Bayer AG est un géant pharmaceutique et agrochimique qui a acheté le Roundup à Monsanto en 2018. Depuis, il a perdu trois procès d’un million de dollars dans lequel il était poursuivi au sujet du Roundup qui aurait entraîné différents cancers chez les consommateurs.
« C’était une bonne nouvelle de notre côté », raconte le Dr Seneff. Elle avoue être très excitée par les derniers développements juridiques au sujet du glyphosate.
« J’avais très peu d’intérêt pour le système juridique par le passé », explique‑t‑elle. « Je suis une scientifique, j’aime lire des travaux de recherches. Je suis très éloignée des aspects juridiques, je ne connais rien à la loi. Toutefois, je commence à m’y intéresser toujours davantage parce qu’il semble bien que le droit soit la voie à suivre. »
« Un nombre important de preuves scientifiques sont nécessaires pour monter un dossier. J’ai l’impression que mon travail sur le glyphosate a vraiment aidé leur cause. »
Dans son livre « Toxic Legacy » elle évoque non sans fierté Robert F. Kennedy, Jr. Celui‑ci aurait déclaré que ses recherches ont aidé les consommateurs qui ont intenté des poursuites contre le Roundup à gagner leur procès.
Pour réduire l’exposition au glyphosate, le Dr Seneff recommande de manger des aliments biologiques et de boire de l’eau filtrée.
Comme le glyphosate est utilisé pour pulvériser les mauvaises herbes, de nombreuses plantes telles que le maïs, le soja, le canola, la betterave à sucre, le coton et la luzerne sont génétiquement modifiées pour tolérer le glyphosate. Cela a considérablement augmenté la teneur en glyphosate des plantes, les agriculteurs les pulvérisant également au lieu de ne pulvériser que les mauvaises herbes.

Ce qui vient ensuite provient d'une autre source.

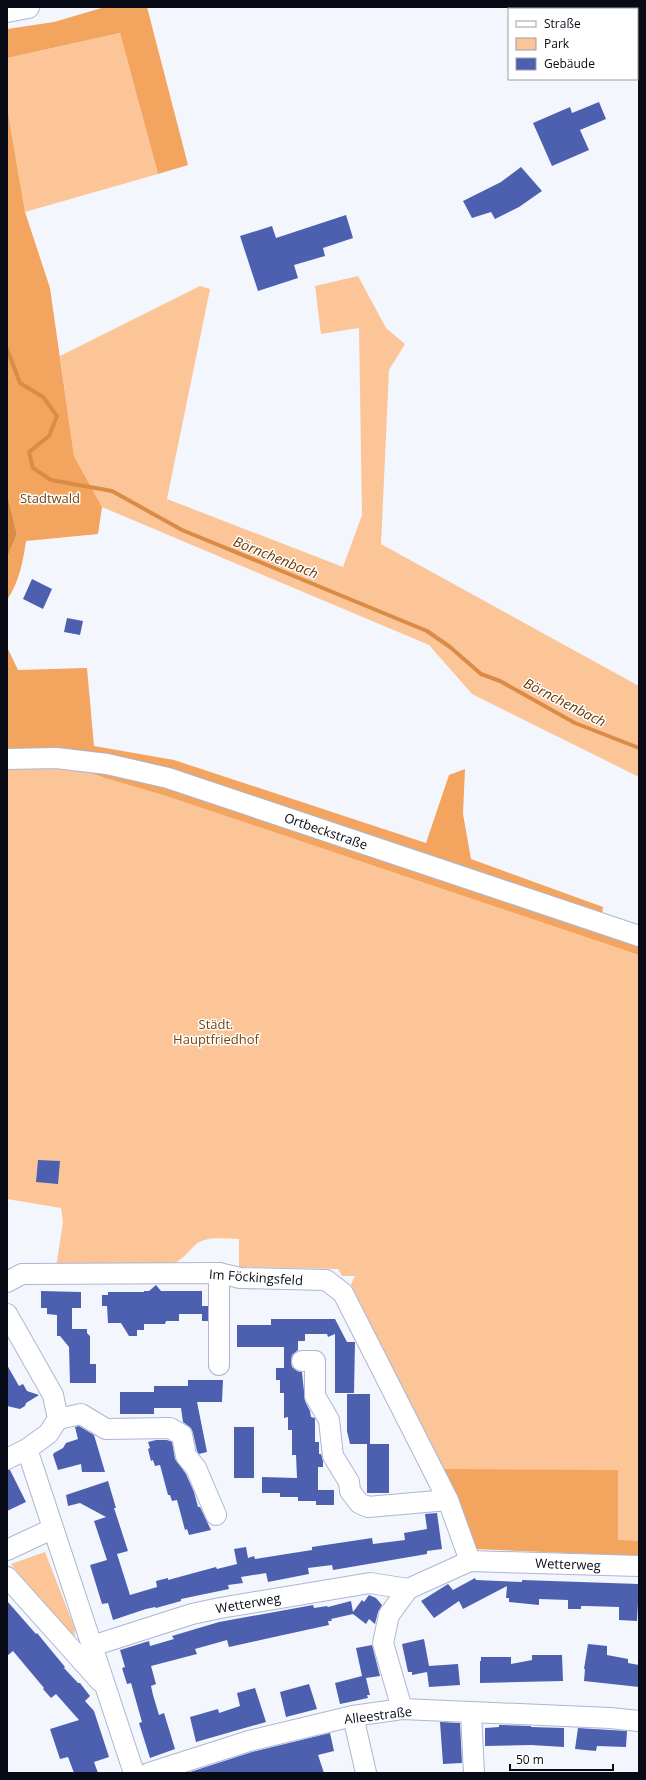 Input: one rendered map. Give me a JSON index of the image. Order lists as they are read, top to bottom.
{
  "streets": {
    "street": [
      "Ortbeckstraße",
      "Im Föckingsfeld",
      "Wetterweg",
      "Alleestraße"
    ]
  },
  "crossings": [
    ["Im Föckingsfeld", "Wetterweg"],
    ["Wetterweg", "Alleestraße"]
  ],
  "water": ["Börnchenbach"],
  "parks": ["Stadtwald", "Städt. Hauptfriedhof"],
  "legend": ["Straße", "Park", "Gebäude"],
  "scale_bar": "50 m"
}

De plus, la résistance des mauvaises herbes au glyphosate a fait augmenter les quantités requises pour le rendre efficace. Cela a également nui aux bactéries bénéfiques dans le sol ainsi qu’aux vers de terre, réduisant ainsi la valeur nutritive des aliments.
Le Dr Seneff recommande également de ne pas trop fréquenter les autoroutes où l’on est fortement exposé aux gaz d’échappement des voitures. La chercheuse soupçonne que le biocarburant contenu dans l’essence provient également de plantes exposées au glyphosate et qu’il en contient donc des traces.

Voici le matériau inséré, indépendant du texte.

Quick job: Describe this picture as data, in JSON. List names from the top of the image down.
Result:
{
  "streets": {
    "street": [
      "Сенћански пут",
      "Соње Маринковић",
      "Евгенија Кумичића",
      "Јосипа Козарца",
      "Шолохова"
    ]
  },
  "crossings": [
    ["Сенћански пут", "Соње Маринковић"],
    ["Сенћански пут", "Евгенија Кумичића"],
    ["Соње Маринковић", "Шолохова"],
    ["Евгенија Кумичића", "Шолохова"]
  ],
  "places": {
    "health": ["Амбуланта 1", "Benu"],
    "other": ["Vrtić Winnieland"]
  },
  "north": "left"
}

Des études menées au Brésil ont montré que la teneur en glyphosate dans l’air aux abords des autoroutes est similaire à celle dans l’air à proximité des zones agricoles utilisant des herbicides. Il aurait été observé que les pays qui ont abondamment recours aux biocarburants auraient une prévalence importante de maladies que le Dr Seneff pense être liées au glyphosate.
Néanmoins, le Dr Seneff déclare que le glyphosate est omniprésent et que malgré tous ses efforts pour éviter sa propre exposition à cette substance, une analyse a révélé la présence de cette substance dans son corps.
Dans son livre intitulé « Toxic Legacy », publié en juillet 2021, elle explique en détail comment le glyphosate induit des effets néfastes sur le corps humain.